<<<<

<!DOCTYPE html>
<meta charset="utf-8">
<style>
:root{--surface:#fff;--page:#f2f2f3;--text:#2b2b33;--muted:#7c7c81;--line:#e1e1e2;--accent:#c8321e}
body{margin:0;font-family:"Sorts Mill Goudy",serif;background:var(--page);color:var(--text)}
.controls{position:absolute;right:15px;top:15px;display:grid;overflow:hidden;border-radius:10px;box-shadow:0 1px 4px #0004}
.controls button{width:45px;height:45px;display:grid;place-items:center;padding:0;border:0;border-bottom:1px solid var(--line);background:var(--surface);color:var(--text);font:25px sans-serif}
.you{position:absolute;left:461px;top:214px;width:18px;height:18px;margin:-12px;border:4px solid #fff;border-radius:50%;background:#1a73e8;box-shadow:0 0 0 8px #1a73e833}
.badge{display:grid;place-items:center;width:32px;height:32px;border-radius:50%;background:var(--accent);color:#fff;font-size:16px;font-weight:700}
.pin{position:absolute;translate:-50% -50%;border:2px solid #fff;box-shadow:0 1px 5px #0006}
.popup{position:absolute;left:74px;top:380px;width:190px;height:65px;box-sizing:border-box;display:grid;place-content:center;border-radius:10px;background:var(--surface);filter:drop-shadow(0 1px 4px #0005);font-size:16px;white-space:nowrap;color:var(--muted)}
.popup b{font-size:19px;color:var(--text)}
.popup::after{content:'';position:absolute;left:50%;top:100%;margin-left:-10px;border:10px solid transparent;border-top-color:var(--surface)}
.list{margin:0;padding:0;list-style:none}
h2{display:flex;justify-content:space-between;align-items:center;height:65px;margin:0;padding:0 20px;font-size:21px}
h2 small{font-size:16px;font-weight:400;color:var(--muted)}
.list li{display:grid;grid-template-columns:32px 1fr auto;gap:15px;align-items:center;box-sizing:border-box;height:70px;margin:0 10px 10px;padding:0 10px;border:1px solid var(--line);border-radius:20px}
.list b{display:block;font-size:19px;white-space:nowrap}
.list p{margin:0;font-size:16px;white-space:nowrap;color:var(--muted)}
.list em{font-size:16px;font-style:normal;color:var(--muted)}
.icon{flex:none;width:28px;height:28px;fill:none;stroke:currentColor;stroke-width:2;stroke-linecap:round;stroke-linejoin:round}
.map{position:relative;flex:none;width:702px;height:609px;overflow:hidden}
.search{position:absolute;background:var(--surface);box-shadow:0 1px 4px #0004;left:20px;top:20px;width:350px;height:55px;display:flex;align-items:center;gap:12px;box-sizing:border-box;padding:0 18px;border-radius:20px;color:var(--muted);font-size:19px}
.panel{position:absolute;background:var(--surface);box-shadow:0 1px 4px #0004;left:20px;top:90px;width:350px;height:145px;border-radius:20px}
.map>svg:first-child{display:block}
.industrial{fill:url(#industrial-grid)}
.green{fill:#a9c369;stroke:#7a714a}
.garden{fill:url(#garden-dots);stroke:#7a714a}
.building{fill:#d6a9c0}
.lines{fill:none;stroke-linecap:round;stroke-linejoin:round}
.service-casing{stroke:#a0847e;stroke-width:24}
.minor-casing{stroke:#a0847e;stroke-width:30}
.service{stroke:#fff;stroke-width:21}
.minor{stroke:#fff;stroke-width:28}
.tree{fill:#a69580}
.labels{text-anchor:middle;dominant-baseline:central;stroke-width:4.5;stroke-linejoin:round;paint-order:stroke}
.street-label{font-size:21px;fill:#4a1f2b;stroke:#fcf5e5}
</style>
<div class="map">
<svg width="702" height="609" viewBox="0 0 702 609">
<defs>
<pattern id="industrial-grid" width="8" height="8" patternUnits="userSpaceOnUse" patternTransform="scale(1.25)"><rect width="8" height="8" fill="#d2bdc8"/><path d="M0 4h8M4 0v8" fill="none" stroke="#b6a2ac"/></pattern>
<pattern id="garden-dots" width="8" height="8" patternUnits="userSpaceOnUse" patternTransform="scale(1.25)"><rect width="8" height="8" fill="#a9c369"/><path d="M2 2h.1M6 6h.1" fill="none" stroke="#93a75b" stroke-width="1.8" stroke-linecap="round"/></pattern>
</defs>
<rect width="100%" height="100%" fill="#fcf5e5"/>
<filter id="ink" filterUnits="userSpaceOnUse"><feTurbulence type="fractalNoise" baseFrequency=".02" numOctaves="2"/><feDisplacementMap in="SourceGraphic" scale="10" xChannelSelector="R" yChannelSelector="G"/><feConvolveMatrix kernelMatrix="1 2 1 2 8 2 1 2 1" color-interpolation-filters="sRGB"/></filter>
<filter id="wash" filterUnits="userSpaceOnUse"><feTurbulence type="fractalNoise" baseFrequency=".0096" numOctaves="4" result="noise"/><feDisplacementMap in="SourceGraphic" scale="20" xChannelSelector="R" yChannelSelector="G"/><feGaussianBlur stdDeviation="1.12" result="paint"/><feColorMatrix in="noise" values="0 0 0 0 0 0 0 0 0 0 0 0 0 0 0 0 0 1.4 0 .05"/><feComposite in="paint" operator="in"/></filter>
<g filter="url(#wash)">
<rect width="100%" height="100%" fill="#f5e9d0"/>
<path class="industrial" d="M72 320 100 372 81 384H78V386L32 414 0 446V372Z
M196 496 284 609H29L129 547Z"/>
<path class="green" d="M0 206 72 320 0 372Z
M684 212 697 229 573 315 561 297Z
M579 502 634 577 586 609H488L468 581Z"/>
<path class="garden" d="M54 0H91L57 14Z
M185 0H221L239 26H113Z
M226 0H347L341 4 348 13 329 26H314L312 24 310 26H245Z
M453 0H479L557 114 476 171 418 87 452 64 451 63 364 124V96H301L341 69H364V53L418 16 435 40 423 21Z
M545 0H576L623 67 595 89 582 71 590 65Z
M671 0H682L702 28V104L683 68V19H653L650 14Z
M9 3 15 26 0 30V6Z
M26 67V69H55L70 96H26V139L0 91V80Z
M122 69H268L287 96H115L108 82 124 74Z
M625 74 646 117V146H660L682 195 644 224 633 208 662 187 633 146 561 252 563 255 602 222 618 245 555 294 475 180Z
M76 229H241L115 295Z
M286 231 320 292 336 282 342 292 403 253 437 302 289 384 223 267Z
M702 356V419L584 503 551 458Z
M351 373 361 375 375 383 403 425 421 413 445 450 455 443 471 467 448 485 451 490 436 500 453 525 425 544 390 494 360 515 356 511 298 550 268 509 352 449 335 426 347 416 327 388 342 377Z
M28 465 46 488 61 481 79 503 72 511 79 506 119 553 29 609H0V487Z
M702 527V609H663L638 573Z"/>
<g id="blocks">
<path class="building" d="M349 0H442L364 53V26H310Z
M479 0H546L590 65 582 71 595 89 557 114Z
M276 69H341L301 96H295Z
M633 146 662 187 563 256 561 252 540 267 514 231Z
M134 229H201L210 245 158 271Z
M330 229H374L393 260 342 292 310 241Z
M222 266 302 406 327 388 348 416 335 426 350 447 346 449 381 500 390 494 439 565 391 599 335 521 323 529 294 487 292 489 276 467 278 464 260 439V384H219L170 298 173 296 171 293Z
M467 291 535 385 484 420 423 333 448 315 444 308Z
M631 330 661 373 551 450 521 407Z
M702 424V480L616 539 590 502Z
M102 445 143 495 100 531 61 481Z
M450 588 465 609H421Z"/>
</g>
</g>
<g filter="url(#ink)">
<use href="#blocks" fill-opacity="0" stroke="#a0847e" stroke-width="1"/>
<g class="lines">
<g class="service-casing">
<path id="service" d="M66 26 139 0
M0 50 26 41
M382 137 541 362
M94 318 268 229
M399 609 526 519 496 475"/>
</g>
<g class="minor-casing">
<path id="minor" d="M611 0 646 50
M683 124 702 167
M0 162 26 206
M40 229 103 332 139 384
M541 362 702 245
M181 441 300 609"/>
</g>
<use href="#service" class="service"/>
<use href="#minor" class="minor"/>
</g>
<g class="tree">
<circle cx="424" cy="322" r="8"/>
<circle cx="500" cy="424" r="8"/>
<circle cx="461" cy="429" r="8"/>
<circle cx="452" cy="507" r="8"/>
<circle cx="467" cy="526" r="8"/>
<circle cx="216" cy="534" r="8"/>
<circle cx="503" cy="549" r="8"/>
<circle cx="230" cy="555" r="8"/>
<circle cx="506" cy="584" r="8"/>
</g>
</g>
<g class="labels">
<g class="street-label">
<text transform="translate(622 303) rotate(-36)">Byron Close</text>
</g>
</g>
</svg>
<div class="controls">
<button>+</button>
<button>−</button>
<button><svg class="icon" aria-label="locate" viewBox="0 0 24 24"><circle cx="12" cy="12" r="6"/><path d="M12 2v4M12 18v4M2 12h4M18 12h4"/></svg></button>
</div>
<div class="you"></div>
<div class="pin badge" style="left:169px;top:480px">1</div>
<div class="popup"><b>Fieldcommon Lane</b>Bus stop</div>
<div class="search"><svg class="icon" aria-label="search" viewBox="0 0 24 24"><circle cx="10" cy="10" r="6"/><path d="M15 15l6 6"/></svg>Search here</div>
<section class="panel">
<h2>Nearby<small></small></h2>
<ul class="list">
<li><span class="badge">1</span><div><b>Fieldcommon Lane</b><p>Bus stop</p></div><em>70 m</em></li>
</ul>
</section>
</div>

>>>>

TASK BRIEF →
Look above for the line with "M9 3 15 26 0 30V6Z" and the line with "M351 373 361", and reproduce exactly those two lines plus every line between, nothing more.

SOLUTION TO THIS TASK →
M9 3 15 26 0 30V6Z
M26 67V69H55L70 96H26V139L0 91V80Z
M122 69H268L287 96H115L108 82 124 74Z
M625 74 646 117V146H660L682 195 644 224 633 208 662 187 633 146 561 252 563 255 602 222 618 245 555 294 475 180Z
M76 229H241L115 295Z
M286 231 320 292 336 282 342 292 403 253 437 302 289 384 223 267Z
M702 356V419L584 503 551 458Z
M351 373 361 375 375 383 403 425 421 413 445 450 455 443 471 467 448 485 451 490 436 500 453 525 425 544 390 494 360 515 356 511 298 550 268 509 352 449 335 426 347 416 327 388 342 377Z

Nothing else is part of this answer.